The DNA sequences of the Ig VH and VL genes
expressed by the leukemic cells of the 47 typical IgM+
B-CLL cases included in this study were determined previously. Based on
the numbers of somatic mutations detected in these genes, the cases
were divided into 2 categories: "unmutated" or "mutated". As per current convention, "unmutated" cases were defined as
those with <2% differences from the most similar germline gene in
both the expressed VH and VL genes;
"mutated" cases were defined as those in which the B-CLL cells
displayed 2% differences in either the expressed VH or
VL gene.
To determine whether these genetic differences reflected cellular
phenotypic differences, we analyzed the expression of CD5, CD23, CD38,
and IgD on the B-CLL cells of the 37 patients in whom PBMC were
available (20 unmutated and 17 mutated). Analyses of CD38 and IgD
expression were chosen for these studies because they distinguish B
cells at various stages of differentiation.22,23
The unmutated and mutated B-CLL cases were similar in CD19+
B cells coexpressing CD5, CD23, and IgD, both in the percentages of
positive cells and in mean fluorescence intensity (data not shown).

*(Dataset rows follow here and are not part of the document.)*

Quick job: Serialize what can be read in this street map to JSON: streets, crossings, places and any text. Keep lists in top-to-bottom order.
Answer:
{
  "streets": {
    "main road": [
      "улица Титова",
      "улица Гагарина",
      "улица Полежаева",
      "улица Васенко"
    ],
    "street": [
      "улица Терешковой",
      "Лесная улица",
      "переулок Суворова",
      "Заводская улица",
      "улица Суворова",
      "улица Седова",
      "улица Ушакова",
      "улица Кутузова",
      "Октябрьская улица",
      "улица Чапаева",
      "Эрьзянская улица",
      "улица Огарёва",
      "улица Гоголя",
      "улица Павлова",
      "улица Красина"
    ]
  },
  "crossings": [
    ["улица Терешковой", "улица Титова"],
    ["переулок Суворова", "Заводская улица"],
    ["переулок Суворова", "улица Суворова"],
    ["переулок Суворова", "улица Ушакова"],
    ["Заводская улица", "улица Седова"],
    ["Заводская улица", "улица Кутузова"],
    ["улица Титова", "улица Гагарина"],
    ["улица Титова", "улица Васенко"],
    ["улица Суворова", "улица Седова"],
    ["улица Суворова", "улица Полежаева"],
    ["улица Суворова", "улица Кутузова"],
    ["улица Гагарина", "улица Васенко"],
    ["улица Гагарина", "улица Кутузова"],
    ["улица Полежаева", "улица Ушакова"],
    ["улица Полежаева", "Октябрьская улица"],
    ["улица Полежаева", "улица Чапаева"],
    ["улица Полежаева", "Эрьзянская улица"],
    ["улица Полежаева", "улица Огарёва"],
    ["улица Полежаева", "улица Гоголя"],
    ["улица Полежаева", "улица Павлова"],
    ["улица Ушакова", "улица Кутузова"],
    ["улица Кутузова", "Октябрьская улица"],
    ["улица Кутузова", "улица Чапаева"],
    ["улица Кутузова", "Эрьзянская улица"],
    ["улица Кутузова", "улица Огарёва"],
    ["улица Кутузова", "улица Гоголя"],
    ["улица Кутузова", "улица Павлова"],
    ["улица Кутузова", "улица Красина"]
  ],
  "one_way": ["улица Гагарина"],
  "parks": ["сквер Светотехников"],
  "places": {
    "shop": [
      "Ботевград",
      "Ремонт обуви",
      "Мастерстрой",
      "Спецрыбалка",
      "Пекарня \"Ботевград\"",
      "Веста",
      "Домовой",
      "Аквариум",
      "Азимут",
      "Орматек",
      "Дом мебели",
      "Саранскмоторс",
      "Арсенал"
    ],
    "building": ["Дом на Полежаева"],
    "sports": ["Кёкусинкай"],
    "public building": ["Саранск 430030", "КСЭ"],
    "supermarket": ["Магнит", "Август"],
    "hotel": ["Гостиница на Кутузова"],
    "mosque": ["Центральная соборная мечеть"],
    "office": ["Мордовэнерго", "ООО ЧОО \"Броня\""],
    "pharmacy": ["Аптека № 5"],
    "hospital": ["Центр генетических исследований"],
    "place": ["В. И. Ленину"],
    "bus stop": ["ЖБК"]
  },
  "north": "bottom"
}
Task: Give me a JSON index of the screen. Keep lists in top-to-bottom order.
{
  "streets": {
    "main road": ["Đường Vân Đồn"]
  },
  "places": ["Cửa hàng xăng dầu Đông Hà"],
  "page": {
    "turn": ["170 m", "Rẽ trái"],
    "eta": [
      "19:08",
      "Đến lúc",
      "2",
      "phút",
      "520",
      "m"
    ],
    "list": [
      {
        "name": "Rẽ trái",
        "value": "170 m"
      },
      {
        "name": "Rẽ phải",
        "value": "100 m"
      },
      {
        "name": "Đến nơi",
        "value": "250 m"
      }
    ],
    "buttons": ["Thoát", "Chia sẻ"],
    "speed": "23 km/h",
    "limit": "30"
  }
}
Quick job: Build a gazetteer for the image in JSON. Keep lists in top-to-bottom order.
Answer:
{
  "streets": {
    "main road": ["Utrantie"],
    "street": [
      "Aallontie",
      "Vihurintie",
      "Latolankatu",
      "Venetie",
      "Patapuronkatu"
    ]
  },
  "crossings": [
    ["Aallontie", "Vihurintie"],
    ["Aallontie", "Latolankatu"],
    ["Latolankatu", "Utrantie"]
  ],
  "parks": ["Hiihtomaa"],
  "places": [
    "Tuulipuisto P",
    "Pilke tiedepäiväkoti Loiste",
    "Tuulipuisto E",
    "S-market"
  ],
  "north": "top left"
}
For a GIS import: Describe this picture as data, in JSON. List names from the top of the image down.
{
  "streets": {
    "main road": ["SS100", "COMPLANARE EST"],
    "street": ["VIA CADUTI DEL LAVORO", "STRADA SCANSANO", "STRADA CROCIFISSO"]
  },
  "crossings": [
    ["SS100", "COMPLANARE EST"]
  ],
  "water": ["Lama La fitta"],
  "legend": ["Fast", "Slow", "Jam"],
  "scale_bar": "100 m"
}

However, the percentage of CD38+ cells was dramatically
different between the unmutated and mutated cases.
Figure 1 illustrates 8 representative B-CLL
cases analyzed for CD19/CD5/CD38-expressing cells. The VH
and VL genes of the 4 cases listed in the upper panel were
not mutated, whereas the VH and/or VL genes in
the lower panel were mutated. Note that the unmutated cases have a much
higher percentage of CD38+ cells among the
CD5+/CD19+ cells than the mutated cases in the
lower panel.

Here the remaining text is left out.